Exercise requirements> Scan the records below for the word "Instruction". Copy each line where it appears.

Exercise input>

*-*-*

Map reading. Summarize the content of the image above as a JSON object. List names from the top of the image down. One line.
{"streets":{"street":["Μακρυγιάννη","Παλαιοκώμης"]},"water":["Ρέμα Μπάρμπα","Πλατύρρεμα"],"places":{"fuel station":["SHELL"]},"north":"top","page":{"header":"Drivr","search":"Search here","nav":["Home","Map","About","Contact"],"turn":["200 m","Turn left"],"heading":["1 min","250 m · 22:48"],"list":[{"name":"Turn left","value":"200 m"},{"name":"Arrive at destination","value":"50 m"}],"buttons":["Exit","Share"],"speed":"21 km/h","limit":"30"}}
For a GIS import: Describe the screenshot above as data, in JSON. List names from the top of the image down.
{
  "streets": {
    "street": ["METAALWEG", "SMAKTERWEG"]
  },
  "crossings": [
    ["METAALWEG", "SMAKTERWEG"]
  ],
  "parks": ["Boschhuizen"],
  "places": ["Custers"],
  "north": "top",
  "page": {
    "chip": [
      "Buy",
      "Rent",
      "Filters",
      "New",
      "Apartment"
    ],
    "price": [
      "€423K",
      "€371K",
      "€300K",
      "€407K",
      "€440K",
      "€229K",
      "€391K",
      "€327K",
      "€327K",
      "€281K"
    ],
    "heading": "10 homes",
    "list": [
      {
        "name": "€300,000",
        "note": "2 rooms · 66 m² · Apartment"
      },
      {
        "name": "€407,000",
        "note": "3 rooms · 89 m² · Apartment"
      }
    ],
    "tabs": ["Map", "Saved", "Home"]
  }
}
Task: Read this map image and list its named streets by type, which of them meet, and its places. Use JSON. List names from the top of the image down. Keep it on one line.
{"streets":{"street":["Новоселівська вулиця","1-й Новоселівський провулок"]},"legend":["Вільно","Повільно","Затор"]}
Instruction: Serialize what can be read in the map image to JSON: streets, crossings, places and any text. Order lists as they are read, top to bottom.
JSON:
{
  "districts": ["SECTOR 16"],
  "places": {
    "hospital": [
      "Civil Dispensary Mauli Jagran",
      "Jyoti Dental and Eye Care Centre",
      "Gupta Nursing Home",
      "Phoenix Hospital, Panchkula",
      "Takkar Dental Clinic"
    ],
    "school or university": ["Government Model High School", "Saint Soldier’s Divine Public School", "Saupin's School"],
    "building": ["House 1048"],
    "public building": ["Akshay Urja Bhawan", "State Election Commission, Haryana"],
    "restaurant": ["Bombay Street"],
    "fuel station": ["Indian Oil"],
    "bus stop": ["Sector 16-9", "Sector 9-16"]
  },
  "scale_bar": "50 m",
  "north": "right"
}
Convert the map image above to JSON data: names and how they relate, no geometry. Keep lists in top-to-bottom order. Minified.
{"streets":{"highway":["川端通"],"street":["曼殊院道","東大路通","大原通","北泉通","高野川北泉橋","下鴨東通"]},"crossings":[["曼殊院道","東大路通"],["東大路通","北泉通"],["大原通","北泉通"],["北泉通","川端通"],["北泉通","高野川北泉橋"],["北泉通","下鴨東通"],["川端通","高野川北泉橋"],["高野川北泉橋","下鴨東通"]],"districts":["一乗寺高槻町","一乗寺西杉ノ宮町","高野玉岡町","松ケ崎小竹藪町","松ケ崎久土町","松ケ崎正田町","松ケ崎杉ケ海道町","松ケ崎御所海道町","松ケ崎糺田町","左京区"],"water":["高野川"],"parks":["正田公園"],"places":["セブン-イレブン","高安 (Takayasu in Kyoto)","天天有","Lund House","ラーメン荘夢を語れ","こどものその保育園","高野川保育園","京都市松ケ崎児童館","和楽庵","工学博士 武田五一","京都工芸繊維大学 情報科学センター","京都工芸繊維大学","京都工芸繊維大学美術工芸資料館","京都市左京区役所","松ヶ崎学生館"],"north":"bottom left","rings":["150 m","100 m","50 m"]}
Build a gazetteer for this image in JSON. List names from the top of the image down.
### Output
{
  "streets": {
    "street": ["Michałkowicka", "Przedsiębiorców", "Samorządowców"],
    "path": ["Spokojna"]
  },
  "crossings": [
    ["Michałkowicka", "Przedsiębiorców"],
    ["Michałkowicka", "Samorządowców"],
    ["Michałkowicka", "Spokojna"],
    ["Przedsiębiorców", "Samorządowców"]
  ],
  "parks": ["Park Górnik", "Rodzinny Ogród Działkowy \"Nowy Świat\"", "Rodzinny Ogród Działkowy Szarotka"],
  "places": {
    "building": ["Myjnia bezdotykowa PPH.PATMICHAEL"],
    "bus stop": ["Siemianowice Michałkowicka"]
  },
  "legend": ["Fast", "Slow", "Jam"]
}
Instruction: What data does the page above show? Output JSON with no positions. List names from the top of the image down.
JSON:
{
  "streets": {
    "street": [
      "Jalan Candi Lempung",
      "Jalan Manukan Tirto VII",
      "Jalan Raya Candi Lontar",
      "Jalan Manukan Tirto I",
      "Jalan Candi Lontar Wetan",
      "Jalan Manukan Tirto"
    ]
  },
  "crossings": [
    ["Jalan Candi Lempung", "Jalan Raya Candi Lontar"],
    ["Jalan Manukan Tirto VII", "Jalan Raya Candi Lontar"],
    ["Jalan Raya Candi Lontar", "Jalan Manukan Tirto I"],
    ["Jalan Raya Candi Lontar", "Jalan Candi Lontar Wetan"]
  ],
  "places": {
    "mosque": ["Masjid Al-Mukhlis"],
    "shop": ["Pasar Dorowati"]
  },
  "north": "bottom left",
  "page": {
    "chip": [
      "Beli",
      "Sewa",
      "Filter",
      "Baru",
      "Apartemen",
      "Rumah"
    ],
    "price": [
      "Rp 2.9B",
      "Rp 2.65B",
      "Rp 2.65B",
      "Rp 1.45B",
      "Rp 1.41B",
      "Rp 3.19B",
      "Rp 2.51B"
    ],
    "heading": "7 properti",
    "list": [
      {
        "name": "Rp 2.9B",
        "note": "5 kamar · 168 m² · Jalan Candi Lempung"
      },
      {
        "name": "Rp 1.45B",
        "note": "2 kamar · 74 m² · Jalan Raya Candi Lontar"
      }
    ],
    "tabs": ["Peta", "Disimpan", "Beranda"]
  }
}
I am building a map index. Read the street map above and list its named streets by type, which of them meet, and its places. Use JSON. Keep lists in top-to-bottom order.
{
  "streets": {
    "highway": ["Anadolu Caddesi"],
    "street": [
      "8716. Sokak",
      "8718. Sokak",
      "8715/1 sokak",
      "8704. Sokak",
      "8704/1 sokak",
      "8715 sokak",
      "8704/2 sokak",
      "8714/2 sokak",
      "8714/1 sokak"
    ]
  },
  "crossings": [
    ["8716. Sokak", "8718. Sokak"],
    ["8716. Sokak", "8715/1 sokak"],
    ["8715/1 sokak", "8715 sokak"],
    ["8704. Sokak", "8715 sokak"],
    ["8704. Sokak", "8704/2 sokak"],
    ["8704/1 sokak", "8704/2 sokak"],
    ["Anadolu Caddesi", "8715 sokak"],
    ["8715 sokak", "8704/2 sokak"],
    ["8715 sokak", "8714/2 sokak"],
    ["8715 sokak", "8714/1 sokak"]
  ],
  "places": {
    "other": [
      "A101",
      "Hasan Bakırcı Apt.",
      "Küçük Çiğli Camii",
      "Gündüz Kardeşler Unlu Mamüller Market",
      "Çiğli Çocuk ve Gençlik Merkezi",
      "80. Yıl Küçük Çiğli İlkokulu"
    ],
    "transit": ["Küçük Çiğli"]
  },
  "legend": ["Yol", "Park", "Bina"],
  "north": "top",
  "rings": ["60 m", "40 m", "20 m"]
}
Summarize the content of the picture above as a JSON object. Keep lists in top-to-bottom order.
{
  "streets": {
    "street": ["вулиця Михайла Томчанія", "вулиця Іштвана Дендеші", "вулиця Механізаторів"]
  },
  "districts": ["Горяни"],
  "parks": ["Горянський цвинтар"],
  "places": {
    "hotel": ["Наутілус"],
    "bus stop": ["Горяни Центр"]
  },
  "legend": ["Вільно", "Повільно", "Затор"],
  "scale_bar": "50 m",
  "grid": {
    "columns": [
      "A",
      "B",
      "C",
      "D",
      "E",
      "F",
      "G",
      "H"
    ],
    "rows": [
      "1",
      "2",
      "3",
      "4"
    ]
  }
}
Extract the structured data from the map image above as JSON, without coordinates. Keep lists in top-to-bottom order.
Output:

*-*-*

Task response>
Instruction: Serialize what can be read in the map image to JSON: streets, crossings, places and any text. Order lists as they are read, top to bottom.
Instruction: What data does the page above show? Output JSON with no positions. List names from the top of the image down.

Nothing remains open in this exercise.